Aki Kuroda is a master contemporary artist who has been based in Paris, France for the last half century. His works have appeared worldwide and at the forefront of the art world.
His work first gained recognition in 1980 at the age of 36 when he exhibited his art at the Biennale de Paris. After winning a contract with Galerie Maeght, a respected gallery that leads the European art scene, his name became known around the world.
He held his first solo exhibition in Japan in 1993 at the National Museum of Modern Art in Tokyo and was the youngest artist of the time to do so. In 2020, he was recognized by Kyoto City as a person of Cultural Merits for his achievements and works in the field of contemporary art in Japan and abroad.
At 78 years of age, Kuroda continues to exhibit his work with vigor.

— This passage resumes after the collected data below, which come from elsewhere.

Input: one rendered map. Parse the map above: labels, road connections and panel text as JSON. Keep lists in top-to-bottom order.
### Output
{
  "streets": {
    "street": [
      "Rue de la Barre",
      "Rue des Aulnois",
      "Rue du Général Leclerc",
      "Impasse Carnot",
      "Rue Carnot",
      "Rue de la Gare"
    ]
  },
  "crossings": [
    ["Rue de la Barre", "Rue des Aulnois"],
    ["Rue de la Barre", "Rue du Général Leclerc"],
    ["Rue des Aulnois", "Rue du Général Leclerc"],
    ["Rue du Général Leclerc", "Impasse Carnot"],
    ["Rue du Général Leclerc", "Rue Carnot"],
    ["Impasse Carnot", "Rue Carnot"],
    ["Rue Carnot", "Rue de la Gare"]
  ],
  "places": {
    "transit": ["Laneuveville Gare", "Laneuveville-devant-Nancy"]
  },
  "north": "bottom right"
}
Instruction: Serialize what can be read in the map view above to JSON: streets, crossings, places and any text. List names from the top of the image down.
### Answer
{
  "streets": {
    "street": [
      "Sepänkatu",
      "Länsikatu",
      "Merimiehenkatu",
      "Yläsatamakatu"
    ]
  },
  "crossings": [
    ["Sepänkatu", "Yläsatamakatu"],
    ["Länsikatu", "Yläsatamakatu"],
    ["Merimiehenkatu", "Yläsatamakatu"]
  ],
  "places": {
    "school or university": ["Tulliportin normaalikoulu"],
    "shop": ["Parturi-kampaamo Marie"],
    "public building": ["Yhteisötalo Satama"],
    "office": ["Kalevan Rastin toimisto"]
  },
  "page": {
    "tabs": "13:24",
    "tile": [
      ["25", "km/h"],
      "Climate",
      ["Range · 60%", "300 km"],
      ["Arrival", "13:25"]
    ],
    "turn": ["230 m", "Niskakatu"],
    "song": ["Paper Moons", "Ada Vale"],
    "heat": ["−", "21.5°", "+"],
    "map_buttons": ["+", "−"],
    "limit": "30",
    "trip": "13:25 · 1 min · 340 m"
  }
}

Kuroda works in a wide range of art genres including drawing, sculpture, photography and installation. He has successfully collaborated with leaders in various fields, including architect Tadao Ando, composer Richard Rodgers, and other writers, choreographers, and astrophysicists.
His work in cross-disciplinary creative styles has earned him the French name “Passage,” meaning “man in between” and “man of the passage.”
When looking into the history of Kuroda’s life, the time he spent in cafes played an important role in changing the course of his career.
Encounters and incidents can seem like simple coincidences, but Kuroda declares the importance of such stage settings in life. “Things happen in cafes. This has been true for all of history.”
Take examples such as Picasso and Hemingway, or Sartre and Beauvoir. It is said that culture has been shaped by interactions that occur between people who gather in Parisian cafes. So what is it about Parisian cafes that attracts such life-changing incidents?
We visited Kuroda on the opening day of his exhibit at MORI YU GALLERY in Kyoto, which is also Kuroda’s birthplace, to learn about how he spends his “tea time.”
An adventure-filled upbringing in post-war Kyoto
Kuroda was born in Kyoto in 1944, right before the end of World War II.
His grandfather was a kimono merchant who was a patron to artists. His father’s cousin was Shigetaro Kuroda, a Western-style painter. His father was an economist who also enjoyed painting as a hobby.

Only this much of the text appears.